THE PROBLEM - A word-for-word restatement of the whole listing is the expected answer.

EXERCISE INPUT -

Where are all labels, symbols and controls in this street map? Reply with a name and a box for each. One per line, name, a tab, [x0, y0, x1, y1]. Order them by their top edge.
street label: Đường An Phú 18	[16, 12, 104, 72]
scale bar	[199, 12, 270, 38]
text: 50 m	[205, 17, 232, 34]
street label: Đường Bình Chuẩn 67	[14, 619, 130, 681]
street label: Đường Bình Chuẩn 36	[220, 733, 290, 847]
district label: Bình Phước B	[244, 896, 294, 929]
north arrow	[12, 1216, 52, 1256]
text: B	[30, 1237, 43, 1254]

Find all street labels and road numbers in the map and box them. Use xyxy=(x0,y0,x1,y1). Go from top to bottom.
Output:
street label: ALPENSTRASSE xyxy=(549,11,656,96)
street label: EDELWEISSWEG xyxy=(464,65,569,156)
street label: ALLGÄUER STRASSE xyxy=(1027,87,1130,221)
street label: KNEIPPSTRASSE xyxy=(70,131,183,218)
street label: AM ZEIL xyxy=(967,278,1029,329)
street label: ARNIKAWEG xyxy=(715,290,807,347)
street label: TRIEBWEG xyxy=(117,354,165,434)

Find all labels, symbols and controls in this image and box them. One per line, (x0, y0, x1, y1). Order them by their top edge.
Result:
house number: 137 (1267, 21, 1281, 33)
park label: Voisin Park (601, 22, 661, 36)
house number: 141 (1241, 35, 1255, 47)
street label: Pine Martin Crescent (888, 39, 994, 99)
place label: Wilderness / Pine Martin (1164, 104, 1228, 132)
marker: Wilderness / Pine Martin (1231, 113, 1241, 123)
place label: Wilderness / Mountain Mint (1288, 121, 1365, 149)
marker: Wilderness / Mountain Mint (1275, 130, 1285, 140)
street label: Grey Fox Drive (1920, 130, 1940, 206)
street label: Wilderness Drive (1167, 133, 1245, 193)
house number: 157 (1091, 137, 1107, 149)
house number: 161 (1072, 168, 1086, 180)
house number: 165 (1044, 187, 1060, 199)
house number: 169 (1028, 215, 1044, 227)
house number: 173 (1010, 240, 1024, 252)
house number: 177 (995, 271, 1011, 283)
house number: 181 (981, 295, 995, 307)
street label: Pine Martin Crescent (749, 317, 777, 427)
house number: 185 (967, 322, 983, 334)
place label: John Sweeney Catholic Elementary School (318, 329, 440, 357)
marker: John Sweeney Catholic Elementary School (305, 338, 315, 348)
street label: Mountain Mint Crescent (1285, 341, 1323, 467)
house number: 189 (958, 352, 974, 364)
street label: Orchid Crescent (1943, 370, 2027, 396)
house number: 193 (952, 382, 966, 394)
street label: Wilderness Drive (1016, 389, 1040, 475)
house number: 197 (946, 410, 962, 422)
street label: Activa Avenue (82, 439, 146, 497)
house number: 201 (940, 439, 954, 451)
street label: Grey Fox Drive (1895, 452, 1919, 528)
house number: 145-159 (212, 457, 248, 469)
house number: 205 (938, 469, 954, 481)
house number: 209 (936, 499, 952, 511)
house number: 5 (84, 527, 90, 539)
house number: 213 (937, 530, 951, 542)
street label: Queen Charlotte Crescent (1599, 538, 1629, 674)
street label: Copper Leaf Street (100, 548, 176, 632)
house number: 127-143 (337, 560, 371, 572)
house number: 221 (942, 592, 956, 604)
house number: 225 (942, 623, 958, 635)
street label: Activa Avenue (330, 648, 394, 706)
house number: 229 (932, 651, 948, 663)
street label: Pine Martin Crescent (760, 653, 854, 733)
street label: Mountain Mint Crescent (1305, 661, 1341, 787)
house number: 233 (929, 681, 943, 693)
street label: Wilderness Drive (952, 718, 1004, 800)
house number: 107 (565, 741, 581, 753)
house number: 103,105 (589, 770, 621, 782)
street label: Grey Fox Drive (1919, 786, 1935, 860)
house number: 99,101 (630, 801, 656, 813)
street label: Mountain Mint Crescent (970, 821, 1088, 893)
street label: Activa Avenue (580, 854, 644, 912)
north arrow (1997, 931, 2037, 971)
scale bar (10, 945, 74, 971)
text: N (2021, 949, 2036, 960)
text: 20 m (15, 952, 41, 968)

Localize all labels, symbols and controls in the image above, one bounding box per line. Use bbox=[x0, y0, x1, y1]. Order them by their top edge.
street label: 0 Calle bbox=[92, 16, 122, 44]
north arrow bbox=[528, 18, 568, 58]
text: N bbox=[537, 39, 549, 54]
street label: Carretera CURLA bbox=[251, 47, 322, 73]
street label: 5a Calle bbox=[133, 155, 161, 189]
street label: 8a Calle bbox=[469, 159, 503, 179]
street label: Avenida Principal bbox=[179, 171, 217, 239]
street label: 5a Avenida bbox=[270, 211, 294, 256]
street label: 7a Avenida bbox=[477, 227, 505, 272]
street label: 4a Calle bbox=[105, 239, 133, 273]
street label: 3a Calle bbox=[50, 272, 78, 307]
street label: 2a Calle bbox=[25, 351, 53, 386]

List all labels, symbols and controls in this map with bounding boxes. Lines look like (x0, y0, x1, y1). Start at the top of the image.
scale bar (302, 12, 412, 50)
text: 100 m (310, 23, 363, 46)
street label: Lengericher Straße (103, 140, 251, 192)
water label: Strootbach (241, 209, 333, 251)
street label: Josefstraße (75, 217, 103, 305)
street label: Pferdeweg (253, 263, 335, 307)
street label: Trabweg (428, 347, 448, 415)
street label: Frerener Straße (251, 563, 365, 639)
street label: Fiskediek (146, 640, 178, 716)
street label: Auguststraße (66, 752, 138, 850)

SOLUTION -
Where are all labels, symbols and controls in this street map? Reply with a name and a box for each. One per line, name, a tab, [x0, y0, x1, y1]. Order them by their top edge.
street label: Đường An Phú 18	[16, 12, 104, 72]
scale bar	[199, 12, 270, 38]
text: 50 m	[205, 17, 232, 34]
street label: Đường Bình Chuẩn 67	[14, 619, 130, 681]
street label: Đường Bình Chuẩn 36	[220, 733, 290, 847]
district label: Bình Phước B	[244, 896, 294, 929]
north arrow	[12, 1216, 52, 1256]
text: B	[30, 1237, 43, 1254]

Find all street labels and road numbers in the map and box them. Use xyxy=(x0,y0,x1,y1). Go from top to bottom.
Output:
street label: ALPENSTRASSE xyxy=(549,11,656,96)
street label: EDELWEISSWEG xyxy=(464,65,569,156)
street label: ALLGÄUER STRASSE xyxy=(1027,87,1130,221)
street label: KNEIPPSTRASSE xyxy=(70,131,183,218)
street label: AM ZEIL xyxy=(967,278,1029,329)
street label: ARNIKAWEG xyxy=(715,290,807,347)
street label: TRIEBWEG xyxy=(117,354,165,434)

Find all labels, symbols and controls in this image and box them. One per line, (x0, y0, x1, y1). Order them by their top edge.
Result:
house number: 137 (1267, 21, 1281, 33)
park label: Voisin Park (601, 22, 661, 36)
house number: 141 (1241, 35, 1255, 47)
street label: Pine Martin Crescent (888, 39, 994, 99)
place label: Wilderness / Pine Martin (1164, 104, 1228, 132)
marker: Wilderness / Pine Martin (1231, 113, 1241, 123)
place label: Wilderness / Mountain Mint (1288, 121, 1365, 149)
marker: Wilderness / Mountain Mint (1275, 130, 1285, 140)
street label: Grey Fox Drive (1920, 130, 1940, 206)
street label: Wilderness Drive (1167, 133, 1245, 193)
house number: 157 (1091, 137, 1107, 149)
house number: 161 (1072, 168, 1086, 180)
house number: 165 (1044, 187, 1060, 199)
house number: 169 (1028, 215, 1044, 227)
house number: 173 (1010, 240, 1024, 252)
house number: 177 (995, 271, 1011, 283)
house number: 181 (981, 295, 995, 307)
street label: Pine Martin Crescent (749, 317, 777, 427)
house number: 185 (967, 322, 983, 334)
place label: John Sweeney Catholic Elementary School (318, 329, 440, 357)
marker: John Sweeney Catholic Elementary School (305, 338, 315, 348)
street label: Mountain Mint Crescent (1285, 341, 1323, 467)
house number: 189 (958, 352, 974, 364)
street label: Orchid Crescent (1943, 370, 2027, 396)
house number: 193 (952, 382, 966, 394)
street label: Wilderness Drive (1016, 389, 1040, 475)
house number: 197 (946, 410, 962, 422)
street label: Activa Avenue (82, 439, 146, 497)
house number: 201 (940, 439, 954, 451)
street label: Grey Fox Drive (1895, 452, 1919, 528)
house number: 145-159 (212, 457, 248, 469)
house number: 205 (938, 469, 954, 481)
house number: 209 (936, 499, 952, 511)
house number: 5 (84, 527, 90, 539)
house number: 213 (937, 530, 951, 542)
street label: Queen Charlotte Crescent (1599, 538, 1629, 674)
street label: Copper Leaf Street (100, 548, 176, 632)
house number: 127-143 (337, 560, 371, 572)
house number: 221 (942, 592, 956, 604)
house number: 225 (942, 623, 958, 635)
street label: Activa Avenue (330, 648, 394, 706)
house number: 229 (932, 651, 948, 663)
street label: Pine Martin Crescent (760, 653, 854, 733)
street label: Mountain Mint Crescent (1305, 661, 1341, 787)
house number: 233 (929, 681, 943, 693)
street label: Wilderness Drive (952, 718, 1004, 800)
house number: 107 (565, 741, 581, 753)
house number: 103,105 (589, 770, 621, 782)
street label: Grey Fox Drive (1919, 786, 1935, 860)
house number: 99,101 (630, 801, 656, 813)
street label: Mountain Mint Crescent (970, 821, 1088, 893)
street label: Activa Avenue (580, 854, 644, 912)
north arrow (1997, 931, 2037, 971)
scale bar (10, 945, 74, 971)
text: N (2021, 949, 2036, 960)
text: 20 m (15, 952, 41, 968)

Localize all labels, symbols and controls in the image above, one bounding box per line. Use bbox=[x0, y0, x1, y1]. Order them by their top edge.
street label: 0 Calle bbox=[92, 16, 122, 44]
north arrow bbox=[528, 18, 568, 58]
text: N bbox=[537, 39, 549, 54]
street label: Carretera CURLA bbox=[251, 47, 322, 73]
street label: 5a Calle bbox=[133, 155, 161, 189]
street label: 8a Calle bbox=[469, 159, 503, 179]
street label: Avenida Principal bbox=[179, 171, 217, 239]
street label: 5a Avenida bbox=[270, 211, 294, 256]
street label: 7a Avenida bbox=[477, 227, 505, 272]
street label: 4a Calle bbox=[105, 239, 133, 273]
street label: 3a Calle bbox=[50, 272, 78, 307]
street label: 2a Calle bbox=[25, 351, 53, 386]

List all labels, symbols and controls in this map with bounding boxes. Lines look like (x0, y0, x1, y1). Start at the top of the image.
scale bar (302, 12, 412, 50)
text: 100 m (310, 23, 363, 46)
street label: Lengericher Straße (103, 140, 251, 192)
water label: Strootbach (241, 209, 333, 251)
street label: Josefstraße (75, 217, 103, 305)
street label: Pferdeweg (253, 263, 335, 307)
street label: Trabweg (428, 347, 448, 415)
street label: Frerener Straße (251, 563, 365, 639)
street label: Fiskediek (146, 640, 178, 716)
street label: Auguststraße (66, 752, 138, 850)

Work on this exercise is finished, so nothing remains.